Akli Moussouni. Ingénieur agronome et expert en développement
Publié dans El Watan le 20 - 10 - 2014

Dans cet entretien, l'expert Akli Moussouni revient en détail sur l'envolée des prix de la pomme de terre et également sur la problématique de cette filiale en souffrance.
-Qu'en est-il de la situation de la filière de la pomme de terre, dont le prix a atteint le niveau exorbitant de 100 DA, au moment où l'Algérie célèbre la Journée mondiale de l'alimentation ?
La problématique de cette filière ne relève pas d'un contexte qui lui est spécifique mais de toute la politique du renouveau rural qui n'en est pas une. Il faut d'abord comprendre que cette politique consiste uniquement à dégager des intérêts communs aux agriculteurs par filière à travers des comités interprofessionnels. Il s'agit d'une démarche qui a évacué totalement de son contenu les objectifs économiques stratégiques du pays, faisant qu'en l'absence de mécanismes de gestion rationnelle de tout le secteur de l'agriculture, c'est l'anarchie et la spéculation qui se mettent en place. La nature a horreur du vide.
-Comment expliquer que les réunions périodiques des cadres du ministère de l'Agriculture où toutes les composantes du secteur sont réunies, n'arrivent pas à stabiliser cette filière ?
Il ne s'agit pas de rencontre ou de débat autour des produits, mais d'une avalanche de chiffres virtuels de classement par wilaya, inexploitables économiquement.
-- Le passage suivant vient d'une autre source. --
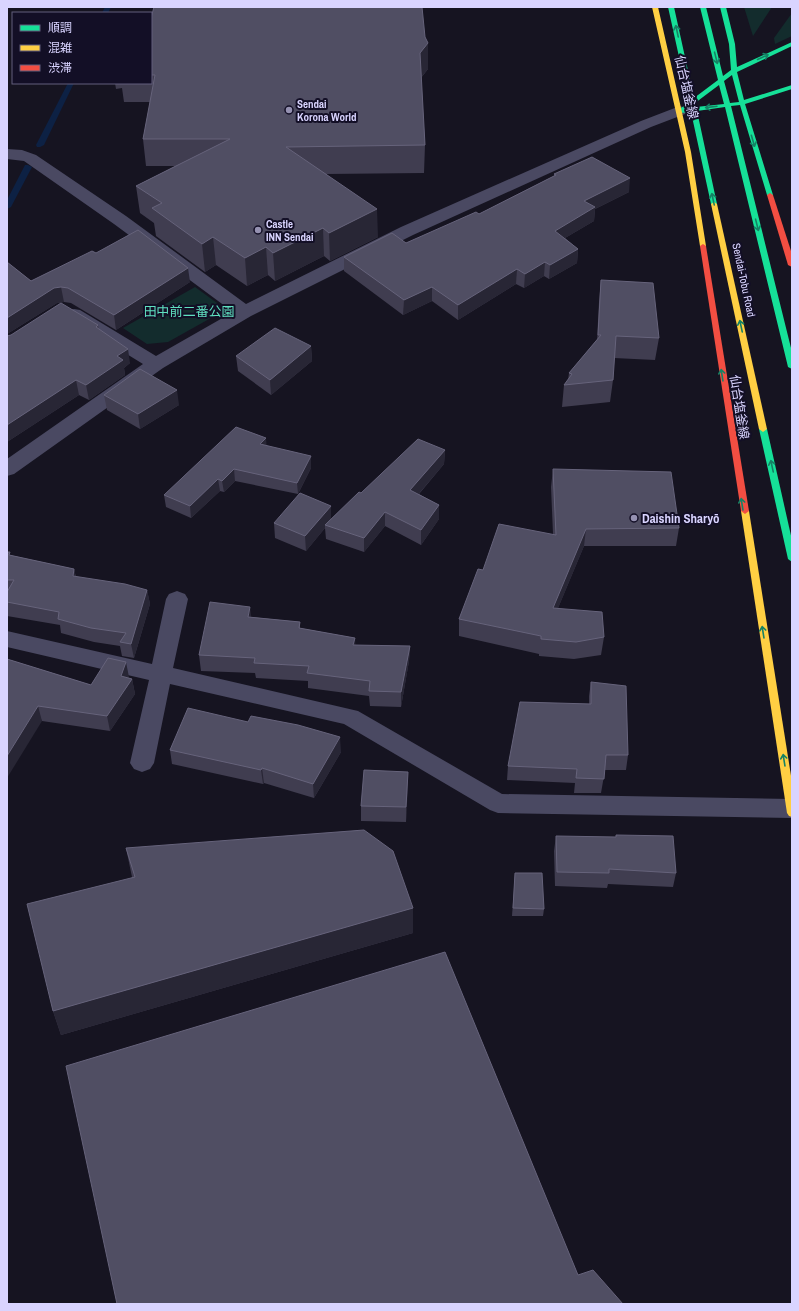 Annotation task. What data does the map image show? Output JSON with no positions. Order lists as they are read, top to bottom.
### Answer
{
  "streets": {
    "main road": ["仙台塩釜線", "Sendai-Tobu Road"]
  },
  "one_way": ["仙台塩釜線"],
  "parks": ["田中前二番公園"],
  "places": ["Sendai Korona World", "Castle INN Sendai", "Daishin Sharyō"],
  "legend": ["順調", "混雑", "渋滞"]
}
Lesquels chiffres sont d'ailleurs démentis aussi bien par le CNIS (statistiques du commerce extérieur) par rapport à une facture alimentaire en constante augmentation que par la réalité du terrain. A titre d'information (sachant que la presse est exclue de ces rencontres), le taux de croissance des filières est fixé démesurément (8,32% pour la pomme de terre, 7,48% pour les céréales, 8,37% pour le maraîchage, 9,71% pour l'élevage, etc.), des taux qui devraient théoriquement permettre au pays non pas de couvrir l'essentiel de ses besoins alimentaires, mais d'exporter largement l'excédent, alors qu'en réalité, l'Algérie s'est retrouvée entre le marteau et l'enclume, doublement dépendante du produit étranger pour couvrir les besoins du consommateur et du moyen de paiement tiré des seules recettes pétrolières. Partant de cette situation la filière pomme de terre (comme les autres) est livrée en pâture à la spéculation au vu et au su des pouvoirs publics à travers les directions de l'agriculture et les instituts chargés de l'application du dispositif sensé réguler le marché, le «Syrpalac.
-Par quel processus ce prix s'est enflammé pour atteindre 100 DA alors que la pomme de terre coûtait à peine 25 DA ?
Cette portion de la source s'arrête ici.